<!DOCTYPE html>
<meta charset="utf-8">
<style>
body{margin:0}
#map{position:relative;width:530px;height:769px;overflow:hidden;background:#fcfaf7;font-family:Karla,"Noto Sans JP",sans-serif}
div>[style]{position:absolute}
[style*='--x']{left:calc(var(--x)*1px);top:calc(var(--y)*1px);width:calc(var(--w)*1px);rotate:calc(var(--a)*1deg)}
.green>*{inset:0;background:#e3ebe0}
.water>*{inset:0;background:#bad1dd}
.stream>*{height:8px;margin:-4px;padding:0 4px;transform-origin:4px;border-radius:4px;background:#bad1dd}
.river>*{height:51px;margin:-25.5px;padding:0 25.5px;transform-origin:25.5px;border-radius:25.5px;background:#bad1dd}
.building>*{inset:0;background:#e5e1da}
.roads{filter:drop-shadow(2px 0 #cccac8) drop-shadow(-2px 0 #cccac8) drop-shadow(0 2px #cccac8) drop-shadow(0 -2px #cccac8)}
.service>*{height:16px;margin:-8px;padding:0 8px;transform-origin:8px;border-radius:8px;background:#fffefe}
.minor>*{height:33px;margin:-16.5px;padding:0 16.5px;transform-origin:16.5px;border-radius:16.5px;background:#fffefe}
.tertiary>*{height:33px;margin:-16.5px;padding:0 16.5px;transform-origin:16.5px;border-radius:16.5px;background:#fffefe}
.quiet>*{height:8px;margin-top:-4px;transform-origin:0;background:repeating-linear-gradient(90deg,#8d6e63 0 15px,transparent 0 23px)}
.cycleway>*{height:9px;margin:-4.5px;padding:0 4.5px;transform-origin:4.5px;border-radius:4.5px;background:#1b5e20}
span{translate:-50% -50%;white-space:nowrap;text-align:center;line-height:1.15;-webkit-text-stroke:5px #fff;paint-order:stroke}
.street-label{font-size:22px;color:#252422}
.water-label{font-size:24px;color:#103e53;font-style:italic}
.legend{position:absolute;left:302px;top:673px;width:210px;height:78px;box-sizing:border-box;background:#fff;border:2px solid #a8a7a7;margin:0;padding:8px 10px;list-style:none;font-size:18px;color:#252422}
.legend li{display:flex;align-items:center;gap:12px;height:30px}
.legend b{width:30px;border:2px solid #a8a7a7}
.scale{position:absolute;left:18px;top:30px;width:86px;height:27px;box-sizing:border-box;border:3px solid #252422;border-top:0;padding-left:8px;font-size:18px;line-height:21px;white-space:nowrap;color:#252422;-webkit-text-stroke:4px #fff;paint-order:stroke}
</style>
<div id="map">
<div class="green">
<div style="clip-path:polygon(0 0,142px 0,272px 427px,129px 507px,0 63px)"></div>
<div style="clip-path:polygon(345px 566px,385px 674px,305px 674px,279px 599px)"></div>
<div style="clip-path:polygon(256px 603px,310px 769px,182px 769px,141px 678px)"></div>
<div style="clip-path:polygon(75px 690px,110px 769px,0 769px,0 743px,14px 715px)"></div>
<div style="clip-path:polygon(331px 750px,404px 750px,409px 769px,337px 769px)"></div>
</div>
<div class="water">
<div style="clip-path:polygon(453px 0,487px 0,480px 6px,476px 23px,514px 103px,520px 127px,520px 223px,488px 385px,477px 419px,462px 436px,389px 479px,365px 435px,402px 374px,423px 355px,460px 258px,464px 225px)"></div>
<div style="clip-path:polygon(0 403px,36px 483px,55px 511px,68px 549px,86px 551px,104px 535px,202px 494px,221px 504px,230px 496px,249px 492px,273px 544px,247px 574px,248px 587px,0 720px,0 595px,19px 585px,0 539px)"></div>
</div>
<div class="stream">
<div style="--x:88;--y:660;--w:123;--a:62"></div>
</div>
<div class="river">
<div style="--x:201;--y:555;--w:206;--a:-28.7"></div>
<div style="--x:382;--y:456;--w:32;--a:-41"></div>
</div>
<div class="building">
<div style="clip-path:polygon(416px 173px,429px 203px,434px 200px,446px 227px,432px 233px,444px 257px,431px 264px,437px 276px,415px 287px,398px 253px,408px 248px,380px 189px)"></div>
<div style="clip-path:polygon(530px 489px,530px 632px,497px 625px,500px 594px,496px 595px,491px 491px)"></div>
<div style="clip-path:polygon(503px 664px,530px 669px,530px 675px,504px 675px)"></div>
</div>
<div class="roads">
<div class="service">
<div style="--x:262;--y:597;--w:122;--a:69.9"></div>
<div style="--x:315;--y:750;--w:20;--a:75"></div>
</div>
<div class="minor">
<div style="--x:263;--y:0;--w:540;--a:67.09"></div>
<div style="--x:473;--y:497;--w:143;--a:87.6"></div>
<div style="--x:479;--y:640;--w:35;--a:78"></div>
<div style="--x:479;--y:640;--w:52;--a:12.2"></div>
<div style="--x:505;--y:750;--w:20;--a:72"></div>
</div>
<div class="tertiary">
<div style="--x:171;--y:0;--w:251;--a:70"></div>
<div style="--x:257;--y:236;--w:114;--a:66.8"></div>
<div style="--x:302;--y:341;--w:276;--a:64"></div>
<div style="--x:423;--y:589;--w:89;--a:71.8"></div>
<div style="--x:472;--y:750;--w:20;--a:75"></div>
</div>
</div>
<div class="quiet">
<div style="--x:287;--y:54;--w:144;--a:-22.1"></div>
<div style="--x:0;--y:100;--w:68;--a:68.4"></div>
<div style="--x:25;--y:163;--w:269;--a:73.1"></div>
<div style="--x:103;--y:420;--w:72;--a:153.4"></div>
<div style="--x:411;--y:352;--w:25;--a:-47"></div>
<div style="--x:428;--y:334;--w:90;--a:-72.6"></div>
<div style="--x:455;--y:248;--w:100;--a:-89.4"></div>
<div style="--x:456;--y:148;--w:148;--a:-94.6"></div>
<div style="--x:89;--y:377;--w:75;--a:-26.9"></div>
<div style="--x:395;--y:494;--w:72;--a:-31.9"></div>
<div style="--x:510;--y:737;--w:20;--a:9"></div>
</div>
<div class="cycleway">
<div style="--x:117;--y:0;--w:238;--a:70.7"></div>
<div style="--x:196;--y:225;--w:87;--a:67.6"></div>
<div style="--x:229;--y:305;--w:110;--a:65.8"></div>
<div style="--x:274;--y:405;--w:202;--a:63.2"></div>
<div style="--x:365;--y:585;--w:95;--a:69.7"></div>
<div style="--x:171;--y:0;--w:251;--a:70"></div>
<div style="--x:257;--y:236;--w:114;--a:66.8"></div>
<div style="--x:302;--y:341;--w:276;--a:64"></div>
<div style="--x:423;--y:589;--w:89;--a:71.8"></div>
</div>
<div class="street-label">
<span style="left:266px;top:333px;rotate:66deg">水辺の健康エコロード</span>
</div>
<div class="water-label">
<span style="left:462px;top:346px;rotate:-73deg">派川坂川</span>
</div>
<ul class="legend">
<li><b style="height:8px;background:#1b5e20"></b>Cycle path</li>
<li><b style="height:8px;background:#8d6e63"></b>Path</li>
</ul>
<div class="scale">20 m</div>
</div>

# # # # # # #

Task prompt
From the records above, copy every line that includes the word "stream".

Expected output
.stream>*{height:8px;margin:-4px;padding:0 4px;transform-origin:4px;border-radius:4px;background:#bad1dd}
<div class="stream">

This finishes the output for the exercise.